We did learn that despite the breathless reports from the mainstream media, Mr. DeSantis was dead in the water. He hit all 99 counties in Iowa over the past few months and pulled out a second-place finish. And we learned that Ms. Haley is real — third in Iowa is not so bad.
There’s an old saying in presidential politics: There are three tickets out of Iowa. That seems true again: Upstart candidate Vivek Ramaswamy (7.7%) immediately dropped out of the race, and Asa Hutchinson quickly ended his losing campaign after getting just 191 votes.
“We’ve got our ticket punched out of Iowa,” a delighted Mr. DeSantis told a cheering crowd in West Des Moines moments after the final tally was reported. Who knows how long he’ll survive, but he’s right about that.
But here’s another thing we learned: Mr. Trump has held just 22 announced public events in Iowa during the campaign, while Mr. DeSantis held 138 Iowa events (Ms. Haley held 85, and Mr. Ramaswamy notched more than 300, according to the Des Moines Register’s candidate tracker). So the guy who barely worked the state pulled out a big win — not a good omen for his competitors.
Mr. DeSantis also proved that he’s going to be a sore loser. His campaign quickly claimed that the media declared Mr. Trump the winner before some caucus sites had even started voting.
“It is absolutely outrageous that the media would participate in election interference by calling the race before tens of thousands of Iowans even had a chance to vote,” said DeSantis spokesman Andrew Romeo. “The media is in the tank for Trump, and this is the most egregious example yet.”
One other thing we learned: The economy is the big issue of 2024. Some 38% of voters said in exit polls that the economy is the top issue (52% of those voted for Trump, 19% for Mr. DeSantis, 16% for Mrs. Haley). Immigration came in second at 34%, with Mr. Trump getting 64% of that vote, Mr. DeSantis 18% and Mrs. Haley 11%.
Mr. DeSantis did win big with voters who said abortion was a key issue, winning 46% of that vote, while both Mr. Trump and Mrs. Haley got 25%.
But it all seems an exercise in futility. The longtime chairman of the Iowa GOP said earlier this month there was a chance for a “record turnout” when his state’s caucuses met. “Certainly, we’re going to be well above 100,000,” Iowa Republican Party Chair Jeff Kaufmann told Fox News Digital.
The Republican record was set eight years ago when about 186,000 voters cast ballots in a wide-open GOP caucus. On Monday — 110,298. Pathetic. Last year, Democrats bailed on Iowa as their party’s kickoff state, but Republicans decided to keep it.
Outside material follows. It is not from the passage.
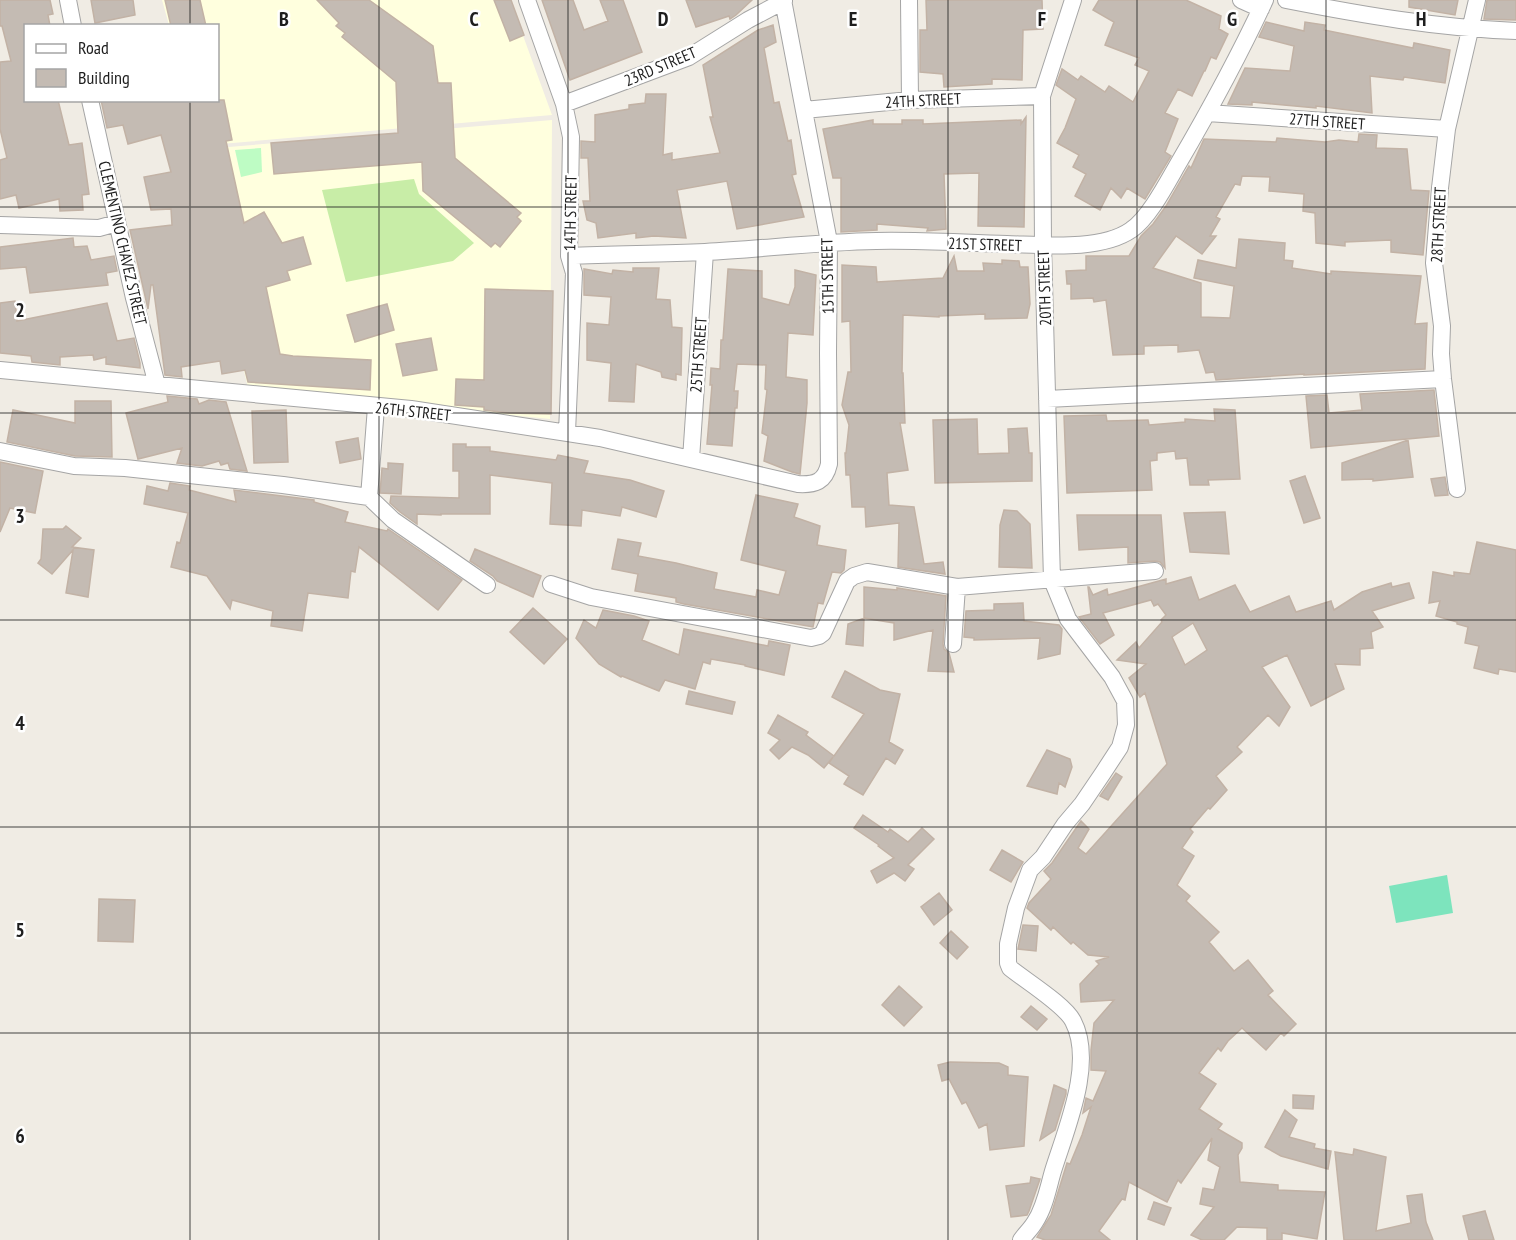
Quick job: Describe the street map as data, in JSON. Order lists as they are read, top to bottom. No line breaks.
{"streets":{"street":["23RD STREET","24TH STREET","27TH STREET","14TH STREET","28TH STREET","CLEMENTINO CHAVEZ STREET","21ST STREET","15TH STREET","20TH STREET","25TH STREET","26TH STREET"]},"crossings":[["23RD STREET","14TH STREET"],["23RD STREET","15TH STREET"],["24TH STREET","15TH STREET"],["24TH STREET","20TH STREET"],["27TH STREET","28TH STREET"],["27TH STREET","21ST STREET"],["14TH STREET","21ST STREET"],["14TH STREET","26TH STREET"],["CLEMENTINO CHAVEZ STREET","26TH STREET"],["21ST STREET","15TH STREET"],["21ST STREET","20TH STREET"],["21ST STREET","25TH STREET"],["15TH STREET","26TH STREET"],["25TH STREET","26TH STREET"]],"legend":["Road","Building"],"grid":{"columns":["B","C","D","E","F","G","H"],"rows":["2","3","4","5","6"]}}
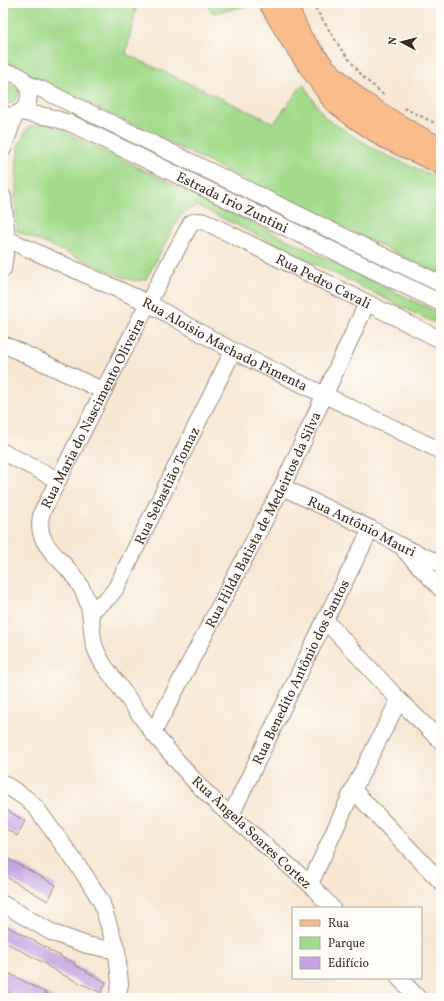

That clearly didn’t work out on Monday.
And for the record, just three presidents since 1972 actually won the Iowa caucuses: Democrats Jimmy Carter in 1976 and Barack Obama in 2008 and Republican George W. Bush in 2000.
So, after the first ballots in the 2024 presidential election were cast, we don’t know much more than we did before. Maybe it’s time for the Republicans to follow the Democrats and ditch Iowa as the “first in the nation.”